▶ _Source material_
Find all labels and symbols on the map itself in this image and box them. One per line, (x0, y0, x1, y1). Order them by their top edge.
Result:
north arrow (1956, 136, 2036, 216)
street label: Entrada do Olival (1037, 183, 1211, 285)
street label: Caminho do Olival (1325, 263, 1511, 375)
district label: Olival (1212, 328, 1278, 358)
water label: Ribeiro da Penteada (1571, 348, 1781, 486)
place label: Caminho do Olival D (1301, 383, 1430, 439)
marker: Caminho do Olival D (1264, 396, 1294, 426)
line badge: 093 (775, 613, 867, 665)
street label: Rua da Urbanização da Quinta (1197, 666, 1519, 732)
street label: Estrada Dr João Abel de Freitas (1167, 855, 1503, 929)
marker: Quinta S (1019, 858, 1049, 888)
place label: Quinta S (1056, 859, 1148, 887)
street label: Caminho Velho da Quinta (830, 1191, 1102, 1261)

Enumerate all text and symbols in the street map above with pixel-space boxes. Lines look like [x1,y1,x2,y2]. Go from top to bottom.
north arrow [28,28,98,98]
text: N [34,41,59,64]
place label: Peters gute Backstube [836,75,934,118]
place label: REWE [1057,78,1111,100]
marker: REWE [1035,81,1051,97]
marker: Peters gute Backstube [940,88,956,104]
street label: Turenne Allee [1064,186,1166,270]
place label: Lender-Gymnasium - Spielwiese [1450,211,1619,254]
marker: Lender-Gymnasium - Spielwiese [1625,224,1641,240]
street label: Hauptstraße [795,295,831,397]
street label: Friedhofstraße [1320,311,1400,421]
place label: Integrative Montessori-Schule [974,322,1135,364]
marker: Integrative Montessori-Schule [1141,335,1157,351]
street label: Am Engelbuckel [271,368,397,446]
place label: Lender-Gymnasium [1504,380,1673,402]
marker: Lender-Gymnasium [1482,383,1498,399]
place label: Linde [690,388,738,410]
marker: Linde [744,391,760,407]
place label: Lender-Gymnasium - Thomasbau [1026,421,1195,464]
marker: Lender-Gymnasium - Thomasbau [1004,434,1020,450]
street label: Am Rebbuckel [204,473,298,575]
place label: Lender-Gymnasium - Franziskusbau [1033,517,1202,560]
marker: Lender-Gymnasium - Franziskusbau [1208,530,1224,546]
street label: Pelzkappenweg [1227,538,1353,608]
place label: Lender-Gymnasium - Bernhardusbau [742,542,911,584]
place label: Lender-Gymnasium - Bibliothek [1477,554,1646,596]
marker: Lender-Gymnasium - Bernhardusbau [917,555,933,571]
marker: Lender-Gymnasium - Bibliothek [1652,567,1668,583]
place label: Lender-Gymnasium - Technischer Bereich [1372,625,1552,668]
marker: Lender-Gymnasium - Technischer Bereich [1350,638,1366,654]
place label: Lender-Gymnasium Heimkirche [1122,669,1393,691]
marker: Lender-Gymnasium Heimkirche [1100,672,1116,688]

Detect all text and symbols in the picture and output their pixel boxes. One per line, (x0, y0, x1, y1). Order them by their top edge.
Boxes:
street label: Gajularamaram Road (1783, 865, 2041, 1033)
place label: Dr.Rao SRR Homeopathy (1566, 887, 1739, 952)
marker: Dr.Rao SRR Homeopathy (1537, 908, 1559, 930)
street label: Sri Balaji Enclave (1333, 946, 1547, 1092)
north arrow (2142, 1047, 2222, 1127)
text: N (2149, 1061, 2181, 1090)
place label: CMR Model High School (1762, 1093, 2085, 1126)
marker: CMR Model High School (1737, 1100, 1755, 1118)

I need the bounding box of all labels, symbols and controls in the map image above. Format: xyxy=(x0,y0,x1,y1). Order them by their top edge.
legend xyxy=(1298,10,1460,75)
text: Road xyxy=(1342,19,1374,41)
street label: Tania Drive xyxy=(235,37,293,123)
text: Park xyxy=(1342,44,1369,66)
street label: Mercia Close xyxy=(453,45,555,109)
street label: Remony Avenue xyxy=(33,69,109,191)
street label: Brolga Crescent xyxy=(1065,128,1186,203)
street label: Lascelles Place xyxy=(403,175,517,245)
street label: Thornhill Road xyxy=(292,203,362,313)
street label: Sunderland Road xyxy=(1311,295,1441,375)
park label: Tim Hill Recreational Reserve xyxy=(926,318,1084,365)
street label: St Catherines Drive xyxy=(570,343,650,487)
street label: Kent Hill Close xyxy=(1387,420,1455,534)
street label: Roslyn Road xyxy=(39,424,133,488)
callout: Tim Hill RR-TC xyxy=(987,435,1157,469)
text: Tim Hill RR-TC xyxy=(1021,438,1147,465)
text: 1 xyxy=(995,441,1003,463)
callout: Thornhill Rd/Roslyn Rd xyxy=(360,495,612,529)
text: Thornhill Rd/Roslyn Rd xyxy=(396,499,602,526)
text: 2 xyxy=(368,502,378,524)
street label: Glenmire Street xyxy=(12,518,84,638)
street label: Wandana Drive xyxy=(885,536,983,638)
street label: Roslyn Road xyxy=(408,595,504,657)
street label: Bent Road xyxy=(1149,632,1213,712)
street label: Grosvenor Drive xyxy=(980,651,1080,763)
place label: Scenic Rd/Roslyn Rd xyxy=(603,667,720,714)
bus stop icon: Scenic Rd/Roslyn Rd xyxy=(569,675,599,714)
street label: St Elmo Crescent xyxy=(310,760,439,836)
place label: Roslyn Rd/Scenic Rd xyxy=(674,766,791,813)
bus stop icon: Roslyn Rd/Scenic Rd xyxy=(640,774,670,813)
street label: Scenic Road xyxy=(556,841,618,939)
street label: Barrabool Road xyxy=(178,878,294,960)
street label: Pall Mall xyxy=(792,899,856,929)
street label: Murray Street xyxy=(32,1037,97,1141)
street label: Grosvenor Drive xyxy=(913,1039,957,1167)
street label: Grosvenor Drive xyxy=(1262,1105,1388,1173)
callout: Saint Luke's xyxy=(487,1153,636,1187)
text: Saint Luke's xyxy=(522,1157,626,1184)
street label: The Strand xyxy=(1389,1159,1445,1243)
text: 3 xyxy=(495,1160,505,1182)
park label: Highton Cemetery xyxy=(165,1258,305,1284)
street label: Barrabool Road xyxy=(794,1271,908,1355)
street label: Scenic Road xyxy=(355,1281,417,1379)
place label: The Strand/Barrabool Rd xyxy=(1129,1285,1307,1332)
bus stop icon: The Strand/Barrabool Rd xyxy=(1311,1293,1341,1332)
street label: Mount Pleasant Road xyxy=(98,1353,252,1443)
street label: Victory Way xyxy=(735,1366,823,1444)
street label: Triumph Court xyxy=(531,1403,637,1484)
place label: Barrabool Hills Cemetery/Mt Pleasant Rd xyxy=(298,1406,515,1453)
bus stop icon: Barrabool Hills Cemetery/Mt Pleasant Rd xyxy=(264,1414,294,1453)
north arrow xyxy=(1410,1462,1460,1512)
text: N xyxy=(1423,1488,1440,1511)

▶ _Work task_
Copy out every line of the listing where the word "Peters" occurs.

▶ _Result of this exercise_
place label: Peters gute Backstube [836,75,934,118]
marker: Peters gute Backstube [940,88,956,104]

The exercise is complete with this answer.